After a slow start to the competition, Nadeshiko Japan were faced with a do-or-die situation with their South American counterparts. As such, coach Asako Takakura approached the game on the front foot with a clear intention to create as many chances as possible.
A win for Chile, meanwhile, would have seen the Olympic debutants make history by securing progression to the quarterfinals. Likewise, it was all-or-nothing for the South Americans after losing their first two matches.
Nadeshiko set up their typical 4-4-2 formation with a focus on maintaining possession in their opponents' half. Arsenal forward Mana Iwabuchi was back in the starting lineup after being rested against Team GB and posed a constant threat throughout the game.
Hina Sugita returned to the left of midfield as Japan shifted their attacking focus to wide areas. The first viable chance was delivered by wing-back Risa Shimizu in the 11th minute. She played a pinpoint cross to center-forward Yuika Sugasawa who was narrowly beaten to the ball by Chilean defender Camila Saez.
Another chance presented itself at the 14-minute mark when Sugita found her way through on goal with room to shoot. However, the INAC Kobe Leonessa midfielder was unable to place the shot and fired straight at the keeper instead.
Sugita continued to cause problems for the Chilean defense. 22 minutes in, she threaded an inch-perfect through ball to Iwabuchi as she made an incisive run into the penalty area. Iwabuchi was ready to pull the trigger but the shot was closed down by the opposing Chile defender.
Japan would remain rampant throughout the first half, with Chile being offered few chances due to being pinned back in their defensive third. If the Nadeshiko attack could not find a way through the back line, they would find room for a shot from range. An opening goal for the host nation seemed to be simply a matter of time.
The second half continued along similar lines, with both sides making changes. Bayer Leverkusen forward Mina Tanaka came on for Sugasawa, while Javiera Toro got off the Chilean bench to replace Rosario Balmaceda.
Tanaka made an instant impact, forcing a save from Chile keeper Christiane Endler at her first attempt on goal.

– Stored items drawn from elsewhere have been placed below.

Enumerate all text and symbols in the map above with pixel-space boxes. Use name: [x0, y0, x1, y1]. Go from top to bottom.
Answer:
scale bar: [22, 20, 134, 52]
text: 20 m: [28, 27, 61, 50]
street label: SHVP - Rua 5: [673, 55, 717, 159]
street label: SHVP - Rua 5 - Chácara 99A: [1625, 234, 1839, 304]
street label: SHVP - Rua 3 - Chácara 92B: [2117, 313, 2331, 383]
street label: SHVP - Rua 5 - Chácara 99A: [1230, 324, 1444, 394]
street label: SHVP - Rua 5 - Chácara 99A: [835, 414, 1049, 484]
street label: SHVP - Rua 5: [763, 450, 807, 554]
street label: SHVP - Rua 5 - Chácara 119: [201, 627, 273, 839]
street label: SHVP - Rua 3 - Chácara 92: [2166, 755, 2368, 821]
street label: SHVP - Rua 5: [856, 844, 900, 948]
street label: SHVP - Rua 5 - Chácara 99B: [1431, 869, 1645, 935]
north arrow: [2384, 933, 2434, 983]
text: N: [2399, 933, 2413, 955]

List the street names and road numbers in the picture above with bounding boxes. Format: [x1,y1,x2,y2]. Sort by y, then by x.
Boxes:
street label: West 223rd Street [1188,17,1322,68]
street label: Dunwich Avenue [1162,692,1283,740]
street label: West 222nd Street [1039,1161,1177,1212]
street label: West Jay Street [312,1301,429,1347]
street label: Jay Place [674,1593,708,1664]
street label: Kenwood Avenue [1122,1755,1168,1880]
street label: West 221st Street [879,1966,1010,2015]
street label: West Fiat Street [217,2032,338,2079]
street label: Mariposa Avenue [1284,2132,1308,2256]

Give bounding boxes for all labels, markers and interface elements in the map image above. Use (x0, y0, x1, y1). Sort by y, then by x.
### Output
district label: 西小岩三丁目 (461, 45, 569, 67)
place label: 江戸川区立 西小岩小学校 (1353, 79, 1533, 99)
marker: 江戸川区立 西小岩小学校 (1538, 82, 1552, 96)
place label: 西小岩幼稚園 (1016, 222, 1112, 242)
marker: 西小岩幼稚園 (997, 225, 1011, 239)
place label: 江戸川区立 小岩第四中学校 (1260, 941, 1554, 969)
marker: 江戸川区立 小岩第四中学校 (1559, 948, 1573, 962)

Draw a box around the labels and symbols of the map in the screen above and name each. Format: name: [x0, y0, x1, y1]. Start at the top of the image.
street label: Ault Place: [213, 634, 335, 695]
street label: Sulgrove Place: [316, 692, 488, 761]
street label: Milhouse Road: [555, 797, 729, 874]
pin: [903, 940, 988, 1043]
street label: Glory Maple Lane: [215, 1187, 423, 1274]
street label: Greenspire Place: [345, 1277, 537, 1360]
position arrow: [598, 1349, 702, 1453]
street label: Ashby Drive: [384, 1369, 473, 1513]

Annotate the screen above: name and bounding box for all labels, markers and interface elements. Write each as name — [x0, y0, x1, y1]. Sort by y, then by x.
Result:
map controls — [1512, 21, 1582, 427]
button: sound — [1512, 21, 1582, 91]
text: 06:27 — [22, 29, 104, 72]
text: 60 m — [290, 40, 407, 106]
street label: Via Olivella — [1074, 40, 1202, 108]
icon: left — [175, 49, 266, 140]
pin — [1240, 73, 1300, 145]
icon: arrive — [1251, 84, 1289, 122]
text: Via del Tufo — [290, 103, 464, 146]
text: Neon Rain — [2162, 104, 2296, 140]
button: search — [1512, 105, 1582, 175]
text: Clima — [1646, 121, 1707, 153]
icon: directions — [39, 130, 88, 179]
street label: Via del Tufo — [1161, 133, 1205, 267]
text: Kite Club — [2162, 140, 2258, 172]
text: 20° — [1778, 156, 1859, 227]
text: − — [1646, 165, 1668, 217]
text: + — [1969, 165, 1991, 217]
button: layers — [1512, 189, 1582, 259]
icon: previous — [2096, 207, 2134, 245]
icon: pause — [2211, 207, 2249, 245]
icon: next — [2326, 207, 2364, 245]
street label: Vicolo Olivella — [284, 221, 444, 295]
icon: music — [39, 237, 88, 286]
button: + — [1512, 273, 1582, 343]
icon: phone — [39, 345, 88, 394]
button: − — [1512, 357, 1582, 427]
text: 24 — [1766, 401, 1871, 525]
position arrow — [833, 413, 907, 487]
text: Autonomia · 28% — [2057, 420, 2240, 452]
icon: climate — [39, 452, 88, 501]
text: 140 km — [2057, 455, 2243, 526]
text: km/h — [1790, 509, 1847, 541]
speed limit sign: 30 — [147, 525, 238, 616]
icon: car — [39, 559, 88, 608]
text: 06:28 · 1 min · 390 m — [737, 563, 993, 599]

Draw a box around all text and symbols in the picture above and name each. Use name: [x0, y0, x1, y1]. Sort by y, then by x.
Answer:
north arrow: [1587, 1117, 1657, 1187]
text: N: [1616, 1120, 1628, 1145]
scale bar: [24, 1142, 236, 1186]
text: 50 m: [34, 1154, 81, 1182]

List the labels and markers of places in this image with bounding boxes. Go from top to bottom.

18-year-old NTV Tokyo Verdy Beleza midfielder Momoka Kinoshita made her first appearance at a major tournament, coming on to replace AC Milan's Yui Hasegawa at the 66-minute mark. The youngster played with energy and flair, raising further concerns for the Chilean defense.
Controversy struck at the 69th minute when Chile were all but certain they had taken the lead against the run of play. Le Havre attacker Francisca Lara's header had Japan's keeper beaten before ricocheting off the crossbar and away from the goalline. Mid-air, the ball appeared to have crossed the line. However, no call was made by any official nor was a VAR check conducted. Nadeshiko keeper Ayaka Yamashita was quick to gather the ball and play on.
Chance after chance came Japan's way, and that elusive final touch was eventually applied after 76 minutes. Iwabuchi received the ball from Sugita with her back to goal in the Chile penalty area. Surrounded by opposing defenders, Iwabuchi laid the ball off to her left as Tanaka arrived late to fire past the keeper to open the scoring.
Japan kept their foot on the gas and had no intentions of sitting on a slender one-goal lead. They kept their focus on attack and seemingly enjoyed capitalizing on the space they were being afforded, with Chile now being forced to play a more open game.
Chile fought valiantly until the end but were unable to gain a foothold in the game. This result will be a bitter disappointment for them but they will surely find comfort in the history that they have made at Tokyo 2020.
Japan were at their best against well-matched opponents. The behemoth lying in wait for the next round might not be so kind.